__Exercise directions__: Below are some records. Say how many of their lines contain the string "rows", and give nothing but the number.

[Start of Attachment]

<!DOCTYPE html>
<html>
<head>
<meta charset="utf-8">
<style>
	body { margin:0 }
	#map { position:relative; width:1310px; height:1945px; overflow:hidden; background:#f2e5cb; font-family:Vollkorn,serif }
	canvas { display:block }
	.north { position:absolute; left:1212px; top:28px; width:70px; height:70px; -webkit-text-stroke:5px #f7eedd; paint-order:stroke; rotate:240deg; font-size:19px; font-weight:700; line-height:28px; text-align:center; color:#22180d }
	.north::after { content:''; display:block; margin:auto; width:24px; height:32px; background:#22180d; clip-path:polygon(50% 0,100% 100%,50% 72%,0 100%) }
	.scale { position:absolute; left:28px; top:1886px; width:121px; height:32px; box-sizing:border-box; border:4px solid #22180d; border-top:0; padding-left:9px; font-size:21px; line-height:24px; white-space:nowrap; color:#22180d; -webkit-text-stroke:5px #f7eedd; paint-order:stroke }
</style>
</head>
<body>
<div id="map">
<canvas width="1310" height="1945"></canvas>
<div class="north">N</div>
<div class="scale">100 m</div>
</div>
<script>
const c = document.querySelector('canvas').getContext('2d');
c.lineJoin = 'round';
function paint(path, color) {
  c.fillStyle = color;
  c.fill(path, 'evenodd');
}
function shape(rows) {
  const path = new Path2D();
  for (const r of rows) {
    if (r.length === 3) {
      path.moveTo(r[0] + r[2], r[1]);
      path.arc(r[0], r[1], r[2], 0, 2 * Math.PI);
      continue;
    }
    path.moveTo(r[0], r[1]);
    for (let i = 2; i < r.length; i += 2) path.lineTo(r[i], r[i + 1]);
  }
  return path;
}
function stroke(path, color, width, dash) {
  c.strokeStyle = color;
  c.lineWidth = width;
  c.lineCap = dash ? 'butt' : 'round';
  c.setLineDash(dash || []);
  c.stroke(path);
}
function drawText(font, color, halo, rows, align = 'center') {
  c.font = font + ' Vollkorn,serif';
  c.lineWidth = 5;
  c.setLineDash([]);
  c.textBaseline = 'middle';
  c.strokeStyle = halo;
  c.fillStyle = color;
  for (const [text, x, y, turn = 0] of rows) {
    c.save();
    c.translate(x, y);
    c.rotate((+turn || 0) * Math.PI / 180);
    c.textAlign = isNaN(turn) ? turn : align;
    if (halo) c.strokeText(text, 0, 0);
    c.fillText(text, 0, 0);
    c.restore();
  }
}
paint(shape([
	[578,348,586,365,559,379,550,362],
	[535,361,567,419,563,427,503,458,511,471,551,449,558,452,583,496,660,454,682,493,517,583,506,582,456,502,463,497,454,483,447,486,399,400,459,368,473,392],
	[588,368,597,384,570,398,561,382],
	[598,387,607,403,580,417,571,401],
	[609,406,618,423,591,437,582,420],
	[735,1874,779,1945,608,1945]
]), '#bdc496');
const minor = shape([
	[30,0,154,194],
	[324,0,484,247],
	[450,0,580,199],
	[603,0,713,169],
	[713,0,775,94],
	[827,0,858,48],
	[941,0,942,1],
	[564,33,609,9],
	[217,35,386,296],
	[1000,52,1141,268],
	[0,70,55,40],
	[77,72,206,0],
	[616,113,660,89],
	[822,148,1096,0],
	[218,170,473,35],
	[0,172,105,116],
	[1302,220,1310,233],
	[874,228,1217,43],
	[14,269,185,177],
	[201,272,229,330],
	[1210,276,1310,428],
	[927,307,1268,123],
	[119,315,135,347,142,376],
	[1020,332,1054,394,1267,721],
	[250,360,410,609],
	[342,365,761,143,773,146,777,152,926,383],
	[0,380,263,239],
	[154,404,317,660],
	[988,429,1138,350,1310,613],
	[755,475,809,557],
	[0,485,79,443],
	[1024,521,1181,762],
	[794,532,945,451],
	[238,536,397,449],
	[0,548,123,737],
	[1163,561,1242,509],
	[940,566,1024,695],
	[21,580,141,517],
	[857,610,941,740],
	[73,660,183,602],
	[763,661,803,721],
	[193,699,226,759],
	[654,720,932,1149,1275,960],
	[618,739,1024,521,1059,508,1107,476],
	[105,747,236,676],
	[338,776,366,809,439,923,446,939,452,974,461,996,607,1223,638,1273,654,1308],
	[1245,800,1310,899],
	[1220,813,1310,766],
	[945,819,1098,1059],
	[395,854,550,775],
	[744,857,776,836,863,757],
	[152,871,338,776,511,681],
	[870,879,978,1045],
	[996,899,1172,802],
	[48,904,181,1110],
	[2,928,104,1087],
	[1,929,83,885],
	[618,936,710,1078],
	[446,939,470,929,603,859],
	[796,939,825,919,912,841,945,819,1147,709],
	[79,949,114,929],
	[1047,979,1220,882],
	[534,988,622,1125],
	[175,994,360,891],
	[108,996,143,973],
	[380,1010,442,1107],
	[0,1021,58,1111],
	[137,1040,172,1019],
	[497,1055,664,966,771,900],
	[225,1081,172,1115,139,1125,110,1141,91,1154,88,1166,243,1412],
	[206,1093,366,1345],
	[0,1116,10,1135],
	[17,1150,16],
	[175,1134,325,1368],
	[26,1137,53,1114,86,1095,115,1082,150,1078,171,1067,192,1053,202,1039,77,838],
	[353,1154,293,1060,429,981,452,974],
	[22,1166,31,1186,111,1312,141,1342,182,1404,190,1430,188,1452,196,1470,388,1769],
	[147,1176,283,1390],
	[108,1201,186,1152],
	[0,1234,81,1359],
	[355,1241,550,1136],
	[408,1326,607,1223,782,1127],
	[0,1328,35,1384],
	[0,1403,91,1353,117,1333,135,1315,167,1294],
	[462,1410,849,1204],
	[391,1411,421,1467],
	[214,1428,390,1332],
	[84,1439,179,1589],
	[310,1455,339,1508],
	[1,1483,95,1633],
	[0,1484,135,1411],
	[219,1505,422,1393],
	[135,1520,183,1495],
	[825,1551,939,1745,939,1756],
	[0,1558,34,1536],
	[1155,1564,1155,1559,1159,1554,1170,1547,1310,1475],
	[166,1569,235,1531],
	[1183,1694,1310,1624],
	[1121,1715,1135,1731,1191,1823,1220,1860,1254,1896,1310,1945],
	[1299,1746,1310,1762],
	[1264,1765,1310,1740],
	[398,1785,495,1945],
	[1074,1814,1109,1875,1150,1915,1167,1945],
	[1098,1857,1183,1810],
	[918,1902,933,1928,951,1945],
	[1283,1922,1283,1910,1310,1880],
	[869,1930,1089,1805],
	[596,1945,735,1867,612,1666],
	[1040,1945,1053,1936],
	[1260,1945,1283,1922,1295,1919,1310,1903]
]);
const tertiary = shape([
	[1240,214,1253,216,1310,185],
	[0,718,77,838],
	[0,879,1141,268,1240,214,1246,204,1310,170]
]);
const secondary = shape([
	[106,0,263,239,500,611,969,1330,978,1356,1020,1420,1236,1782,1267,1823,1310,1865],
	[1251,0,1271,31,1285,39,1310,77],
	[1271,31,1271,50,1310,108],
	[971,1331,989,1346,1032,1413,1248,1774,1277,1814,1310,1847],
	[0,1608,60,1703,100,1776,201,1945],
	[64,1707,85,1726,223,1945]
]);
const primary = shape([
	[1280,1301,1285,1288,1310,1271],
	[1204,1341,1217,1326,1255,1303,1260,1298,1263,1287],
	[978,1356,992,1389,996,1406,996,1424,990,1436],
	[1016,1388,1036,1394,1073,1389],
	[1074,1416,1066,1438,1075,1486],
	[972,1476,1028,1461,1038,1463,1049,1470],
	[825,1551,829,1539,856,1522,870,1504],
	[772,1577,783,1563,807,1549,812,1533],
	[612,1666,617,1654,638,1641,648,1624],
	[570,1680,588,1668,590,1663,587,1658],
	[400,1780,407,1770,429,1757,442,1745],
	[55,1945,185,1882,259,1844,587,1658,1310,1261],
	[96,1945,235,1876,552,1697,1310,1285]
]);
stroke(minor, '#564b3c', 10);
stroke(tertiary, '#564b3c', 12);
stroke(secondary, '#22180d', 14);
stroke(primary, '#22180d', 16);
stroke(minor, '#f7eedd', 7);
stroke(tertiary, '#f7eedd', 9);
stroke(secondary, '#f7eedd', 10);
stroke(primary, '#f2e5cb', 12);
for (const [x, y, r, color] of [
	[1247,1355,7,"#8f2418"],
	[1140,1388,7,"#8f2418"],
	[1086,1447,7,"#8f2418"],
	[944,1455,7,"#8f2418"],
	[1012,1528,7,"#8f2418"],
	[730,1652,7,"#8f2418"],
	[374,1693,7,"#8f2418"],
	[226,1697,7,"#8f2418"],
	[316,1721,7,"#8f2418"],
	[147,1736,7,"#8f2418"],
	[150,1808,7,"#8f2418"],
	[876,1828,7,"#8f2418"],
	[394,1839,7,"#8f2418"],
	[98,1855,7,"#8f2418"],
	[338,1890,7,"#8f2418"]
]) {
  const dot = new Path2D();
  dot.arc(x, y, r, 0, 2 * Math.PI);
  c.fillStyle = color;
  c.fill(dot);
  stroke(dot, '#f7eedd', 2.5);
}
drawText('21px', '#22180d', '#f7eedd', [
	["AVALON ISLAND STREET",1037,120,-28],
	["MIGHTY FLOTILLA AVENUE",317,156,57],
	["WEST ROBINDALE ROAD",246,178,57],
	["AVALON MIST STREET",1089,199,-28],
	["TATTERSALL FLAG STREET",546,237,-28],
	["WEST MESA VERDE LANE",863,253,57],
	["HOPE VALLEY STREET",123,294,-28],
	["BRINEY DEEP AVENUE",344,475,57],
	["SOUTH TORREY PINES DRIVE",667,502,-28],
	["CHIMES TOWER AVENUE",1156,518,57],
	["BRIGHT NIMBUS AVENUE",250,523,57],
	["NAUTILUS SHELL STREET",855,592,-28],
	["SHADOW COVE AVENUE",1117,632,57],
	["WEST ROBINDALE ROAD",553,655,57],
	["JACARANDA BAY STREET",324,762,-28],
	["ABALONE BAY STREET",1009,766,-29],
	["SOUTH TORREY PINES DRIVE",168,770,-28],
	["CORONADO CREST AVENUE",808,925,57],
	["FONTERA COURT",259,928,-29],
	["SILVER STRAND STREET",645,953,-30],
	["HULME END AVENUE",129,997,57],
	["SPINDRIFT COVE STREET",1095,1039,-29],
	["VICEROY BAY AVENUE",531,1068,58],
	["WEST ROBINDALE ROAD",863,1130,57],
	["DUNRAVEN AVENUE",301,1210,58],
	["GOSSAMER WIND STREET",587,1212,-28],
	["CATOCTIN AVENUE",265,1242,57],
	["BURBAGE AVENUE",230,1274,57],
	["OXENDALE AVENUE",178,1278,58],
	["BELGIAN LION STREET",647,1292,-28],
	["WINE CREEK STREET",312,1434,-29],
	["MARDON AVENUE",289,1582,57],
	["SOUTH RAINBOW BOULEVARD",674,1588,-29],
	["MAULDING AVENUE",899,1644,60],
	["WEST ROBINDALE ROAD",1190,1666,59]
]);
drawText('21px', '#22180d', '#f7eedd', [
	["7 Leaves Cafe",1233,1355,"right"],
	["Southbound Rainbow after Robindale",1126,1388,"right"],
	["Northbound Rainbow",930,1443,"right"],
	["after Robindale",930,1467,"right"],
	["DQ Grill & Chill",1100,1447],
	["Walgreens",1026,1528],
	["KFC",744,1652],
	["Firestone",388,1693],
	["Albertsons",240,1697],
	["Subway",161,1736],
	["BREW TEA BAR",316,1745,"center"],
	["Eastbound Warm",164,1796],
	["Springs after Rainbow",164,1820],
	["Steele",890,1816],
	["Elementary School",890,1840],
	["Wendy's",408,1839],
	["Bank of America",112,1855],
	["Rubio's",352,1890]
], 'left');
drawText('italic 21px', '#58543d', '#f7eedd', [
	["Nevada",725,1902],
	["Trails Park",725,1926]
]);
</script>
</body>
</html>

[End of Attachment]

__Result for this exercise__: 4